1663
Electrochemical Oxidation of Dibenzothiophene in Acetonitrile and Acetonitrile-Water Mixtures

Tuesday, October 13, 2015: 11:20
213-B (Phoenix Convention Center)
E. Méndez, M. González Fuentes (Benemérita Universidad Autónoma de Puebla), A. Becerra (Benemérita Universidad Autónoma de Puebla), and F. J. González (Centro de Investigación y de Estudios Avanzados del IPN)
Crude oil is basically formed of a mixture of many hydrocarbons containing a wide variety of heteroatoms like sulfur and nitrogen. The content of sulfur in crude oil can vary from 0.05% to 10% [1]. This percentage is low; however, this amount is particularly important due to environmental implications [2, 3]. The major sulfur compounds present in crude oil are thiophenes, benzothiophenes, dibenzothiophenes, which are carcinogens. For that reason, the hydrodesulfurization [4], which is the method used in refineries, does not remove all the sulfur compounds, mainly dibenzothiophene and derivatives. To reach this objective, several methods have been proposed to remove the sulfur compounds by converting them into hydrogen sulfide or more polar compounds [5]. For that reason, it has been of interest to explore the electro-oxidative behavior of these compounds to convert them to more polar compounds that are easier to extract with water as solvent [6].

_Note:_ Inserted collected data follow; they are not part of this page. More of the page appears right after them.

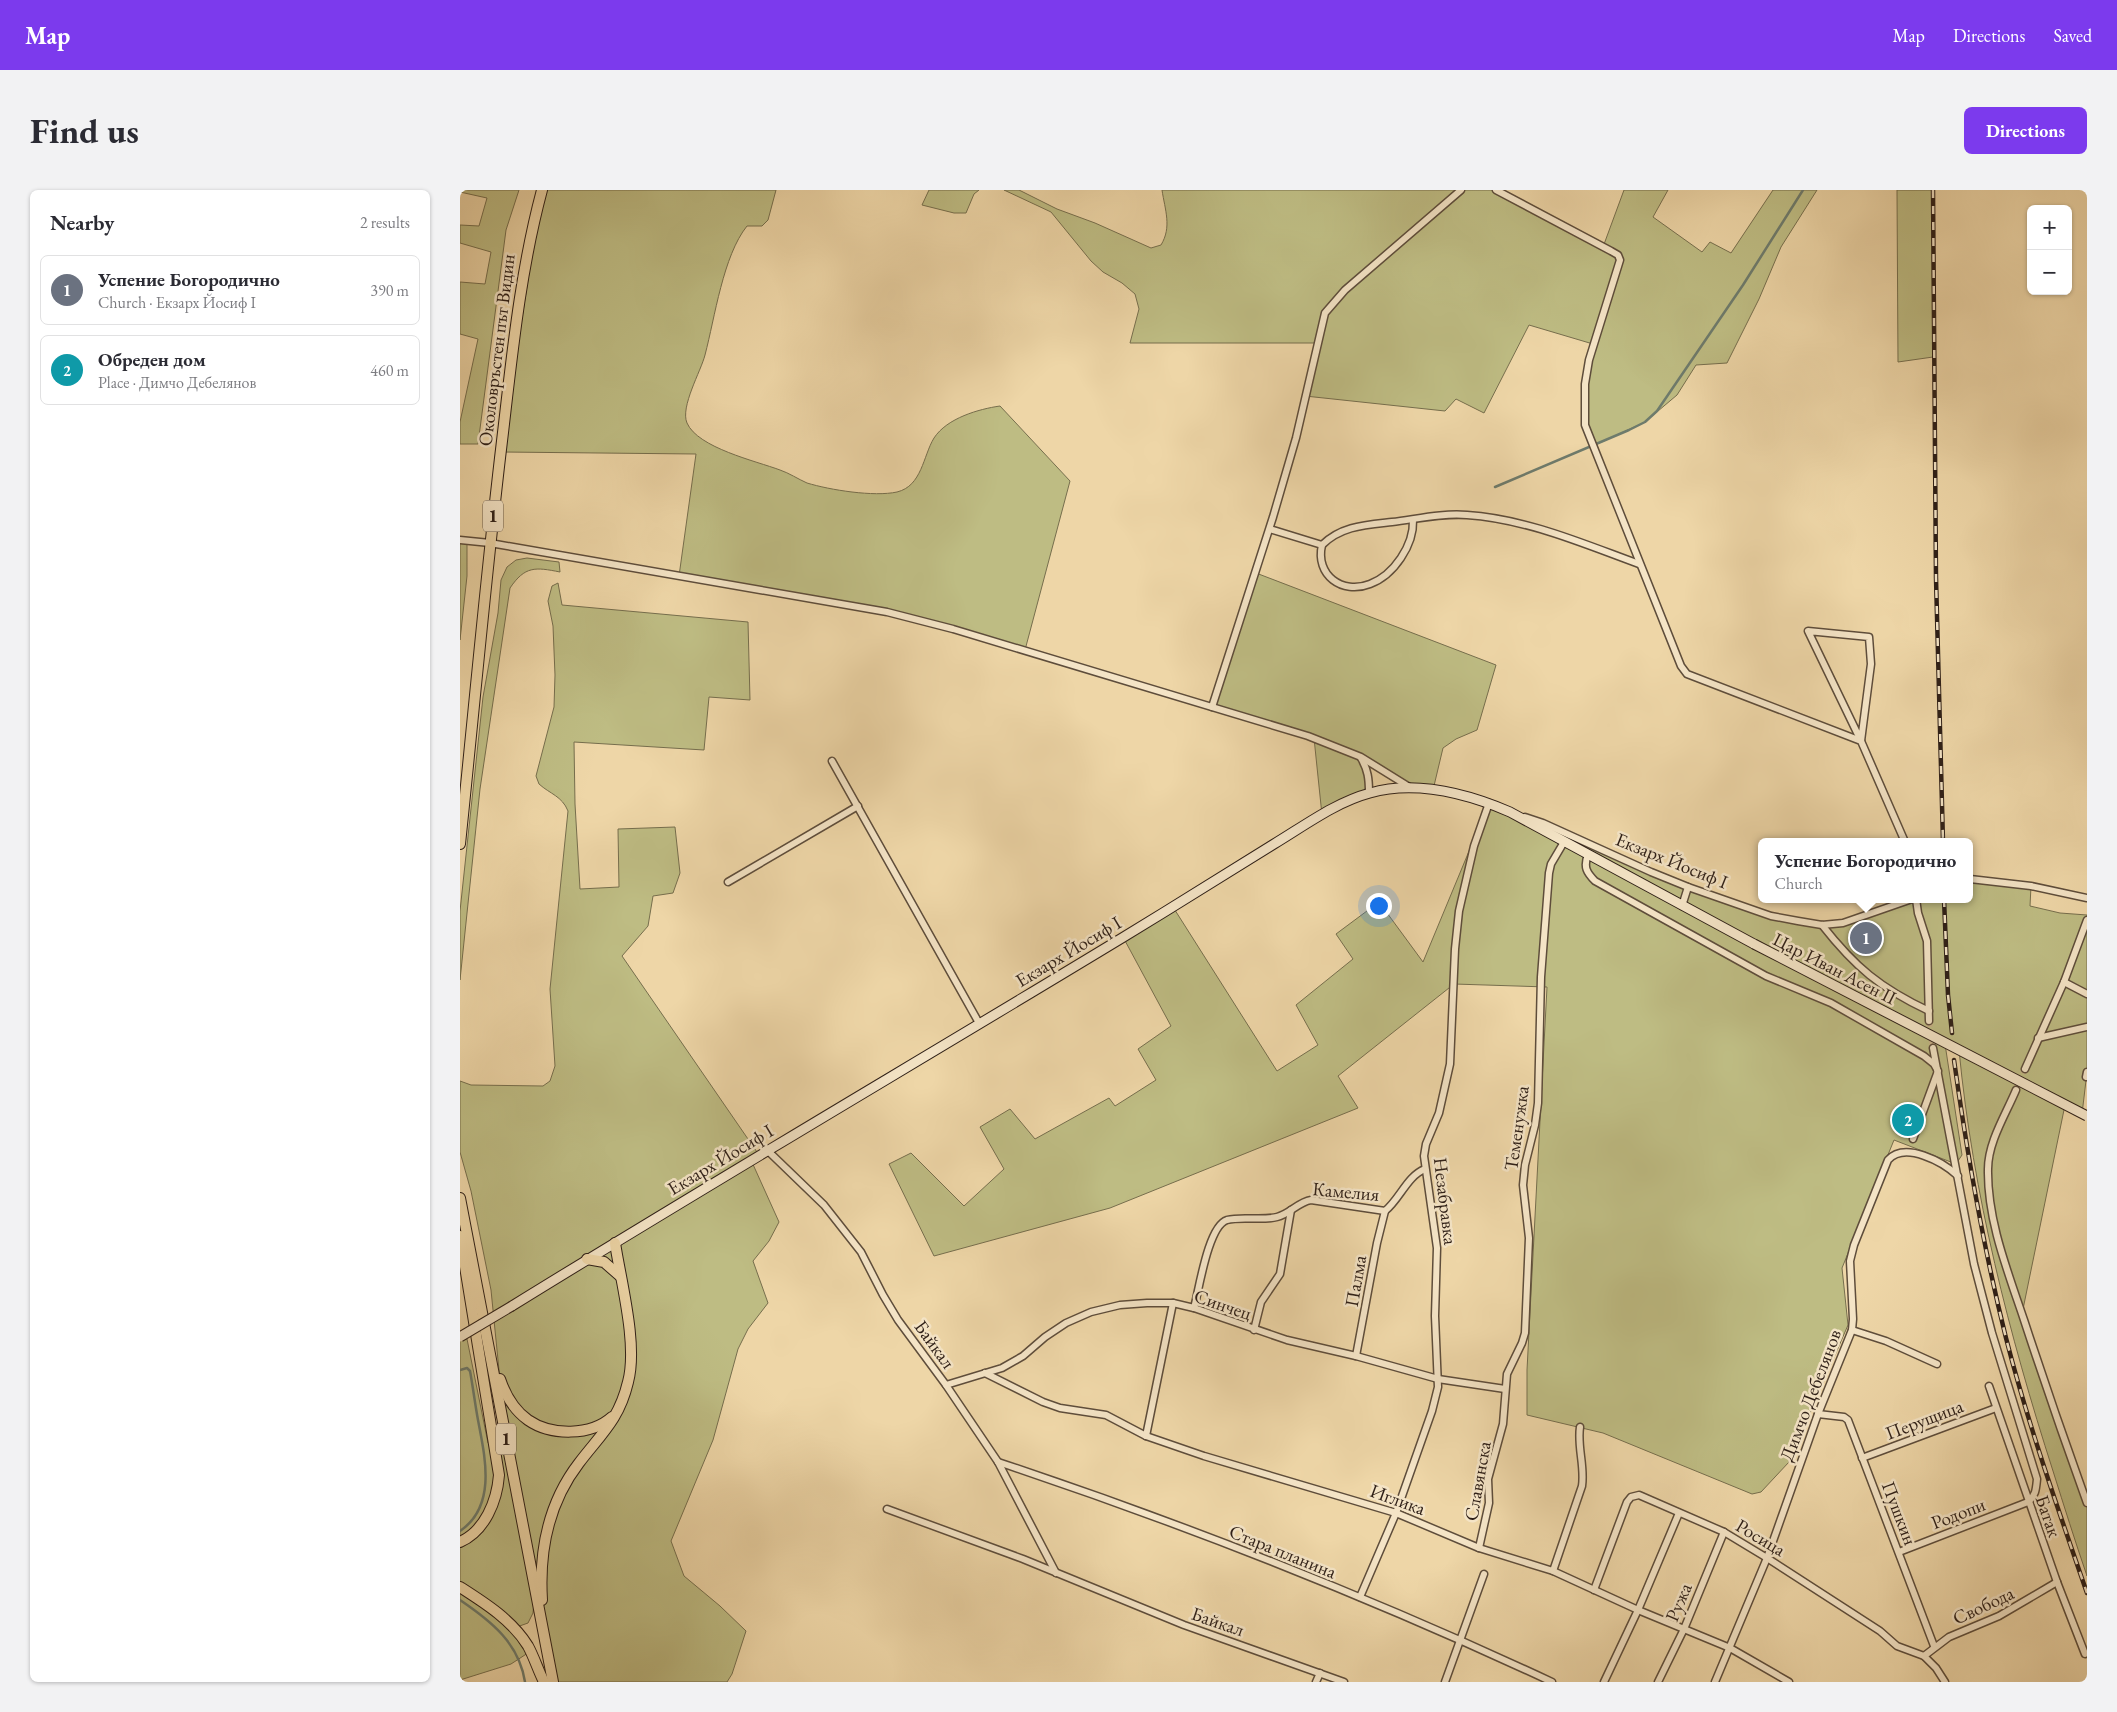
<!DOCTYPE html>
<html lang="en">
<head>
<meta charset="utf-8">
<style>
	:root { --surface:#fff; --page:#f2f2f3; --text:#2b2b33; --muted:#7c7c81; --line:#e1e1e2; --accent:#7c3aed }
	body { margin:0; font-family:"EB Garamond",serif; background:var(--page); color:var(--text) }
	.controls { position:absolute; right:15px; top:15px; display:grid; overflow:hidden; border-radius:8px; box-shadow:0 1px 4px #0004 }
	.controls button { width:45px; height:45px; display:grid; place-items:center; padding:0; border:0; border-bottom:1px solid var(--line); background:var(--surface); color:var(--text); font:25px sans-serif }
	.you { position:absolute; left:918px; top:715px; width:18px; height:18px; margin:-12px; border:4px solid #fff; border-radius:50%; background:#1a73e8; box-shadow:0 0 0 8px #1a73e833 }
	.badge { display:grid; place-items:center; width:32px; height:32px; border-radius:50%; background:var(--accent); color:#fff; font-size:16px; font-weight:700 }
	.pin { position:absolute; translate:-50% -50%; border:2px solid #fff; box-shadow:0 1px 5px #0006 }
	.popup { position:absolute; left:1298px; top:648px; width:215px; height:65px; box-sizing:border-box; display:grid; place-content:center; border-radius:8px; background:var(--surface); filter:drop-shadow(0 1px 4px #0005); font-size:16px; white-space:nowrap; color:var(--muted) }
	.popup b { font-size:19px; color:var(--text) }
	.popup::after { content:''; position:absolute; left:50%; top:100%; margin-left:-10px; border:10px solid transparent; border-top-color:var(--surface) }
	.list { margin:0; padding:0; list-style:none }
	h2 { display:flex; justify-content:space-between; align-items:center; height:65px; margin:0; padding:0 20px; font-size:21px }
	h2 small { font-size:16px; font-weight:400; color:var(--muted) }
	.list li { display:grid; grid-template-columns:32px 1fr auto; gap:15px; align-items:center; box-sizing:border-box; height:70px; margin:0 10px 10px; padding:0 10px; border:1px solid var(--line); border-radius:8px }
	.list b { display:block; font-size:19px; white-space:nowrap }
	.list p { margin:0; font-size:16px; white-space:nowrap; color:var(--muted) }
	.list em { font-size:16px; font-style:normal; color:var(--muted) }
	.map { position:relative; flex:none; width:1627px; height:1492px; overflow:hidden; border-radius:8px }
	header { display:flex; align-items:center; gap:30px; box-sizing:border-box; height:70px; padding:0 25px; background:var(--accent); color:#fff }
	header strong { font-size:24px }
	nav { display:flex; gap:28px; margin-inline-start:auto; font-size:18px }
	.intro { display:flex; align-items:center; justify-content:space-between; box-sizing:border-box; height:120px; padding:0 30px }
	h1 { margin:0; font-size:35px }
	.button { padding:12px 22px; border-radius:8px; background:var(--accent); color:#fff; font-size:18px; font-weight:700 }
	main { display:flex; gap:30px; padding:0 30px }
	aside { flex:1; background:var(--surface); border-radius:8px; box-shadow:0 1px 4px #0004 }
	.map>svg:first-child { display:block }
	.green { fill:#bebc83; stroke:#766e4d }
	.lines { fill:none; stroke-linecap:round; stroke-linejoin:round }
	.stream { stroke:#6e7b6c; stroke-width:2.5 }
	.minor-tunnel { stroke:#c8b18a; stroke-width:6; stroke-dasharray:6 3; stroke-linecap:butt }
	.minor-casing { stroke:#5e4d3b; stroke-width:9 }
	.secondary-casing { stroke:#2e1f17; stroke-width:11 }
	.primary-casing { stroke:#2e1f17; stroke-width:12 }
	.minor { stroke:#f4e4c6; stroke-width:6 }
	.secondary { stroke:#f4e4c6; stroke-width:9 }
	.primary { stroke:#eed6a7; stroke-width:10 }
	.rail-casing { stroke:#2e1f17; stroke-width:4.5 }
	.rail { stroke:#f4e4c6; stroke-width:2.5; stroke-dasharray:8; stroke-linecap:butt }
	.secondary-bridge-casing { stroke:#2e1f17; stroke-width:11; stroke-linecap:butt }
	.secondary-bridge { stroke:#f4e4c6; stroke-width:9 }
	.labels { text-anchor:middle; stroke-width:5; stroke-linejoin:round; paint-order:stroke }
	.shield { fill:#f4e4c6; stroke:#695a4c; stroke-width:1 }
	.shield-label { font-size:18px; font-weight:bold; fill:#2e1f17 }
	.street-label { font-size:19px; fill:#2e1f17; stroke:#f4e4c6 }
</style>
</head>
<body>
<header>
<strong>Map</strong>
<nav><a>Map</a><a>Directions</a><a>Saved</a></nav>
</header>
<div class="intro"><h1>Find us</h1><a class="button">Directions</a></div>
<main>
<aside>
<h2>Nearby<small>2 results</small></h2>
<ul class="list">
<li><span class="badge" style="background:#6b7280">1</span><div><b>Успение Богородично</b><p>Church · Екзарх Йосиф I</p></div><em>390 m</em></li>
<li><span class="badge" style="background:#0f9aa8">2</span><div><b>Обреден дом</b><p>Place · Димчо Дебелянов</p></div><em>460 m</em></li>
</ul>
</aside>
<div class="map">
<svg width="1627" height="1492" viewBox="0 0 1627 1492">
	<rect width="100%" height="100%" fill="#eed6a7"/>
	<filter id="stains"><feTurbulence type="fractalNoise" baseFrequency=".004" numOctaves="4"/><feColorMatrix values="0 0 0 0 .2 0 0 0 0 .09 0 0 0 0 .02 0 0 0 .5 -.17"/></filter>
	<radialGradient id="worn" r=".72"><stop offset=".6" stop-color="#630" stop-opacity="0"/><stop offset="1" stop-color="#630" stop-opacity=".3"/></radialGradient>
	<g class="green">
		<polygon points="0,0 59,0 46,40 18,254 0,254 0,232 18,149 0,144 0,92 25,94 31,62 0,53 0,35 19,36 27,8 0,2"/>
		<path d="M82 0H316L308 30 302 36H287C263 66 255 127 245 165 241 181 220 217 227 233 238 258 296 271 320 280 329 283 338 289 347 293 370 300 414 307 437 302 462 296 463 266 474 248 487 228 519 219 540 216L610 291 565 460 427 422 219 386 236 264 41 262Z"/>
		<polygon points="469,0 519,0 514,4 506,23 494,23 462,15"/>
		<path d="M544 0H559L597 19 635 33 691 58 701 55C712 37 705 20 702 0H1036L1143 57 1164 0H1208L1193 27 1242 62 1250 52 1271 63 1313 0H1357L1321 57 1299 109 1267 173 1236 175 1217 205 1185 232 1133 256 1124 223 1133 154 1069 135 1024 223 996 209 985 221 845 206 857 153H670L679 119 675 104 662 93 643 82 631 71 591 22Z"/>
		<polygon points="1437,0 1473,0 1473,167 1438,172"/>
		<polygon points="0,350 7,351 7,386 0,450"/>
		<path d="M67 368 99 372 100 382C75 377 65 376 50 398L20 599 0 790V721L23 507 38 423 41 390 47 377 56 370Z"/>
		<polygon points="796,383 1036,475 1017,540 996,549 983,558 973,600 953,599 902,568 909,603 862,625 854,548 752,517"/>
		<path d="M98 393 102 415 288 432 290 510 249 507 244 560 114 552 115 614 120 699 159 697 158 639 215 637 220 683 213 703 193 706 188 736 162 766 299 965 291 970 319 1032 309 1051 293 1071 308 1113 288 1139 278 1159 253 1250 211 1351 224 1386 260 1416 286 1441 272 1484 267 1492H93L75 1401 73 1423 68 1433 54 1438 71 1461 51 1474 0 1490V1147L7 1149 28 1253 46 1250 31 1100 11 1001 0 962V891L11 895 83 896 90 891 95 876 90 799 108 621C102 606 90 604 79 594L76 586 94 517 95 485 93 436 88 411 92 396Z"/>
		<path d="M1029 613 1228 697 1338 731 1383 733 1452 709H1510V689L1571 696 1570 716 1600 723 1627 725V882L1622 924 1605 915 1562 1124 1627 1313V1386C1615 1351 1604 1316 1593 1281 1549 1144 1513 1005 1499 860L1485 854 1502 965 1496 974 1434 950 1382 1078 1388 1135 1329 1272 1301 1302 1292 1304 1143 1243 1067 1225V1180L1087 797 994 794 878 886 898 918 650 1018 474 1066 429 974 451 963 504 1016 544 979 520 937 550 919 575 949 649 908 655 916 696 890 678 859 711 836 663 747 713 717 817 881 858 855 836 815 893 769 876 744 919 712 963 772Z"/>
	</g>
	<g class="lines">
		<g class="stream">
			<polyline points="1035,297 1169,240 1185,232 1197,221 1283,95 1343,0"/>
			<path d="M0 1180 7 1178 10 1181C13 1197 15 1214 18 1230 25 1267 37 1316 0 1341"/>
			<path d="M0 1410C31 1431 59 1453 65 1492"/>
		</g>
		<g class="minor-tunnel">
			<polyline points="1469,831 1473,858"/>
			<polyline points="1556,900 1565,879"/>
		</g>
		<defs>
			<g id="minor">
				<polyline points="1036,0 1151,61 1158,65 1160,70 1129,170 1125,194 1125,235 1221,476 1227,484 1401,551 1445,652"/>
				<path d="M810 339 862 355C881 336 905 335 932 332 957 329 982 323 1007 325 1067 329 1124 354 1179 374"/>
				<polyline points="0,350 30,353 427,422 493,439 848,546 901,567 951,598"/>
				<path d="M862 355C855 385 882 405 910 394 934 385 954 355 953 330"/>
				<polygon points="1348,441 1409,447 1411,474 1401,551"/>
				<polyline points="752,517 813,327 836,248 865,123 885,100 1001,0"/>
				<path d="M901 568C908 580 909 589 909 603"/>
				<polyline points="372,571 519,833"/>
				<polyline points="1065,627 1083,633 1191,682 1228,697 1311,726 1338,731 1362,735 1383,733 1452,709"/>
				<path d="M1128 665C1123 677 1127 683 1135 691L1306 786 1371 813 1464 866 1474 874 1478 881 1453 949"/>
				<polyline points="1510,689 1571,696 1627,708"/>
				<polyline points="268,692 398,616"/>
				<polyline points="1456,709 1458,723 1467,751 1469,831"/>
				<polyline points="1222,716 1228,697"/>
				<path d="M1362 735C1395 777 1420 798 1469 821"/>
				<polyline points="1604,792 1627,804"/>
				<polyline points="1578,848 1627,837"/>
				<polyline points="1565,879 1604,792 1627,730"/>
				<polyline points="1626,887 1627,882"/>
				<path d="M1556 900C1546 924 1528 952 1528 979 1527 1030 1548 1082 1564 1130 1584 1191 1605 1252 1627 1313"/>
				<polyline points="307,960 364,1015 401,1062 423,1105 438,1130 486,1195 538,1272 596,1383"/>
				<path d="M734 1118C739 1100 748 1036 767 1030 782 1026 801 1031 817 1027 830 1024 838 1012 851 1010L925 1021C940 1009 947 986 965 979"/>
				<polyline points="794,1140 801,1112 820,1084 831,1020"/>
				<polyline points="1392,1140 1426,1151 1477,1174"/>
				<polyline points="896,1166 917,1053 925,1021"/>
				<polyline points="525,1183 583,1212 600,1218 646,1225 686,1246 744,1266 936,1323 1019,1358 1093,1381 1178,1420 1270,1458 1329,1492"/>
				<polyline points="486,1195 542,1178 563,1166 585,1147 606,1133 631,1122 660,1115 687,1113 713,1113 734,1118 827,1150 896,1166 978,1189 1045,1199"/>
				<polyline points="1529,1196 1597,1392 1625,1464"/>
				<polyline points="1358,1224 1384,1227 1388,1230 1474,1456"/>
				<polyline points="686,1246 713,1113"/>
				<polyline points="1402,1268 1536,1218"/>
				<path d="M538 1272C727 1335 912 1408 1092 1492"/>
				<polyline points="427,1319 563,1369 724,1435 884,1492"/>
				<polyline points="1019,1358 1029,1313 1028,1289 1043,1234 1047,1184 1062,1153 1065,1143 1069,1048 1063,995 1065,975 1075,935 1078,913 1081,787 1089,683 1091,674 1104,652"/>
				<path d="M1439 1362 1568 1312C1576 1305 1576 1299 1577 1289L1532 1143 1514 1074 1473 858"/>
				<path d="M1093 1381 1122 1296C1125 1276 1117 1257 1120 1237"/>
				<polyline points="1134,1400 1167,1312 1171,1307 1179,1305 1264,1342 1307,1368 1420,1441 1437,1456 1464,1466 1476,1478 1485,1492"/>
				<polyline points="900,1407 936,1323 972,1221 978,1197 975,1126 977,1058 964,966 966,954 979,923 990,874 995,759 999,721 1014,656 1029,613"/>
				<polyline points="1464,1466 1489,1447 1539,1426 1597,1392"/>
				<polyline points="856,1492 860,1483"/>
				<polyline points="985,1492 1024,1384"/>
				<polyline points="1144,1492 1178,1420 1219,1323"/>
				<polyline points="1198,1492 1224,1439 1264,1342"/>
				<path d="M1255 1492 1307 1368 1358 1224 1392 1140 1393 1129 1390 1071 1394 1055 1428 970C1445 951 1483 972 1498 986"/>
			</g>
			<path id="secondary" d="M52 1116C254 991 459 871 662 748 713 717 764 685 814 654 844 636 876 612 910 603 956 590 1008 604 1050 622L1294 754"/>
			<g id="primary">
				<path d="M0 654C14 520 26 385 42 251 52 166 60 82 82 0"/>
				<polyline points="0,1008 93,1492"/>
				<path d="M0 1046 39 1285C37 1311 25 1341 0 1352"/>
				<polyline points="127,1069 144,1072 160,1086"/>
				<path d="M40 1189C45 1204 54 1220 68 1230 91 1246 131 1246 152 1227"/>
				<path d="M0 1397C25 1413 52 1430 68 1456 74 1467 78 1480 84 1492"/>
				<path d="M82 1410C79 1361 89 1312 119 1273 141 1244 159 1230 168 1192 178 1155 161 1092 155 1053"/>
			</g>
		</defs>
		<use href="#minor" class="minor-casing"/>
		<use href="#secondary" class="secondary-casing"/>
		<use href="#primary" class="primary-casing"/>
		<use href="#minor" class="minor"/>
		<use href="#secondary" class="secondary"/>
		<use href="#primary" class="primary"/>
		<defs>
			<g id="rail">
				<polyline points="1473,0 1476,388 1483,652"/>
				<polyline points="1484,709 1488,805 1492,843"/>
				<path d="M1494 870C1507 963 1523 1056 1546 1148 1568 1234 1598 1319 1627 1403"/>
			</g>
		</defs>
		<use href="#rail" class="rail-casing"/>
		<use href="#rail" class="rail"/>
		<defs>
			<g id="secondary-bridge">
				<polyline points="1294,754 1627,926"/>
				<polyline points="0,1147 52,1116"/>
			</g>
		</defs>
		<use href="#secondary-bridge" class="secondary-bridge-casing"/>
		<use href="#secondary-bridge" class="secondary-bridge"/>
	</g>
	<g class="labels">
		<g class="shield">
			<rect x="23" y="310.5" width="20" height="31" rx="4"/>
			<rect x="36" y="1233.5" width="20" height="31" rx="4"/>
		</g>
		<g class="shield-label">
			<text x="33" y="332">1</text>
			<text x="46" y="1255">1</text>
		</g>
		<g class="street-label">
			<text transform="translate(36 160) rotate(-83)" y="7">Околовръстен път Видин</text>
			<text transform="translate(1212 670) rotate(22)" y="7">Екзарх Йосиф I</text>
			<text transform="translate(608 761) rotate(-31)" y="7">Екзарх Йосиф I</text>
			<text transform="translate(1375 778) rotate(27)" y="7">Цар Иван Асен II</text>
			<text transform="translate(1056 938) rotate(-82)" y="7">Теменужка</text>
			<text transform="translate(260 969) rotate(-31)" y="7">Екзарх Йосиф I</text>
			<text transform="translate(886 1001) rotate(5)" y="7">Камелия</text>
			<text transform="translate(986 1011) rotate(83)" y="7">Незабравка</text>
			<text transform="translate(895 1091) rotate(-80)" y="7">Палма</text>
			<text transform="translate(763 1114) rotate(19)" y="7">Синчец</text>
			<text transform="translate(475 1154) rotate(54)" y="7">Байкал</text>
			<text transform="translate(1350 1205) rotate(-69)" y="7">Димчо Дебелянов</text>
			<text transform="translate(1464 1229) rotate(-21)" y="7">Перущица</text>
			<text transform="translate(1017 1291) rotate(-80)" y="7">Славянска</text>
			<text transform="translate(938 1309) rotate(20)" y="7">Иглика</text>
			<text transform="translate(1440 1323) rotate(69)" y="7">Пушкин</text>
			<text transform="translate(1498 1323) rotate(-21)" y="7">Родопи</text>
			<text transform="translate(1589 1326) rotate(71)" y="7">Батак</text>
			<text transform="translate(1301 1347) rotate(31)" y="7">Росица</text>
			<text transform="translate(823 1361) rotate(22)" y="7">Стара планина</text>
			<text transform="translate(1218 1412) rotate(-67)" y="7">Ружа</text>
			<text transform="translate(1523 1415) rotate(-25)" y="7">Свобода</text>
			<text transform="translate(758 1431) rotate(19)" y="7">Байкал</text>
		</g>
	</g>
	<rect width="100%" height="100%" filter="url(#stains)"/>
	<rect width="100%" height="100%" fill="url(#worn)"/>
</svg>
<div class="controls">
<button>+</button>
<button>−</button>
</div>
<div class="you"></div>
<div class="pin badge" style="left:1406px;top:748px;background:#6b7280">1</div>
<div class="popup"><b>Успение Богородично</b>Church</div>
<div class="pin badge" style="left:1448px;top:930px;background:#0f9aa8">2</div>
</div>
</main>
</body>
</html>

It is known that refractory organosulphur compounds such as dibenzothiophene (DBT) can be oxidized to dibenzothiophenesulfoxide (DBTO) and dibenzothiophenesulfone (DBTO2), that can be removed by physical methods such as extraction and adsorption using polar solvents. Therefore, in this work the electrochemical oxidation of a model sulfur aromatic compound such as dibenzotiophene (DBT) was studied in acetonitrile in the presence of low ( < 0.1 M ) and high ( > 1 M)  content of water  on carbon electrodes. This study is focused to obtain mechanistic information about the products formed.

Cyclic voltammetry of DBT in acetonitrile in the presence of < 0.1 M water on glassy carbon electrode showed three chemically irreversible anodic peaks. The first and second peaks involve a global transfer of one electron which allows respectively the formation of sulfoxide and sulfone derivatives as well as the release of one equivalent of protons, according to the global proposed reaction.

DBT – e- + H2O = DBTO + H+ + 1/2H2

When water was added to the acetonitrile solution ( >1 M ), the voltammetric pattern was maintained, however the global mechanism giving rise to the sulfoxide and sulfone derivatives was modified to two electrons with the release of two equivalents of protons.

DBT – 2e- + H2O = DBTO + 2H+

The proton formation was confirmed by cyclic voltammetry using acetate ions as proton probe while the products dibenzothiophene sulfoxide and dibenzothiophene sulfone were prepared by constant potential electrolysis and characterized by HPLC-MS-TOF and 1H and 13C NMR experiments. The analysis of the variation of the peak potential and half-peak width with the scan rate was used to establish the relevant role of water on the reaction mechanism, which changes from an ECCCC to an ECCEC pathway when water is present in excess

According to the above mentioned results, different oxidation products can be formed depending on the electrolysis conditions and for this reason, this work deals  with the anodic oxidation process of DBT in acetonitrile to determine how the intermediates and the composition of the electrolyte solution govern the formation of the oxygenated products.  Cyclic voltammetry, sampled current chronoamperometry, coulometry, preparative electrolysis, chromatography coupled with mass spectrometry and nuclear magnetic resonance (NMR) spectroscopy were used as analytical techniques

Acknowledgements

The authors acknowledge CONACYT for financial support through the project 221548. E.M.A also acknowledges B.R. Díaz and G. Cuellar for their assistance in some electrochemical, NMR and MS analysis respectively.

References

[1] R Hua, J Wang, H Kong, J Liu, X Lu, G Xu, J. Sep. Sci., 27, 691, (2004)

[2] J.G. Speight, The desulfurization of heavy oils and residua. Second ed., Marcel Dekker, N.Y. (2000)

[3] I.V. Babich, J.A. Moulijn, Fuel, 8, 607, (2003).

[4] J. Stöhr, R. Jaeger, Phys. Rev. B, 26, 4111, (1982).

[5] V.C. Srivastava, RSC Adv. 2, 759, (2012).

[6] D.T. Seymour, A.G. Verbeek, S.E. Hrudey, P.M. Fedorak, Environ. Toxicol Chem. 16, 658 (1997).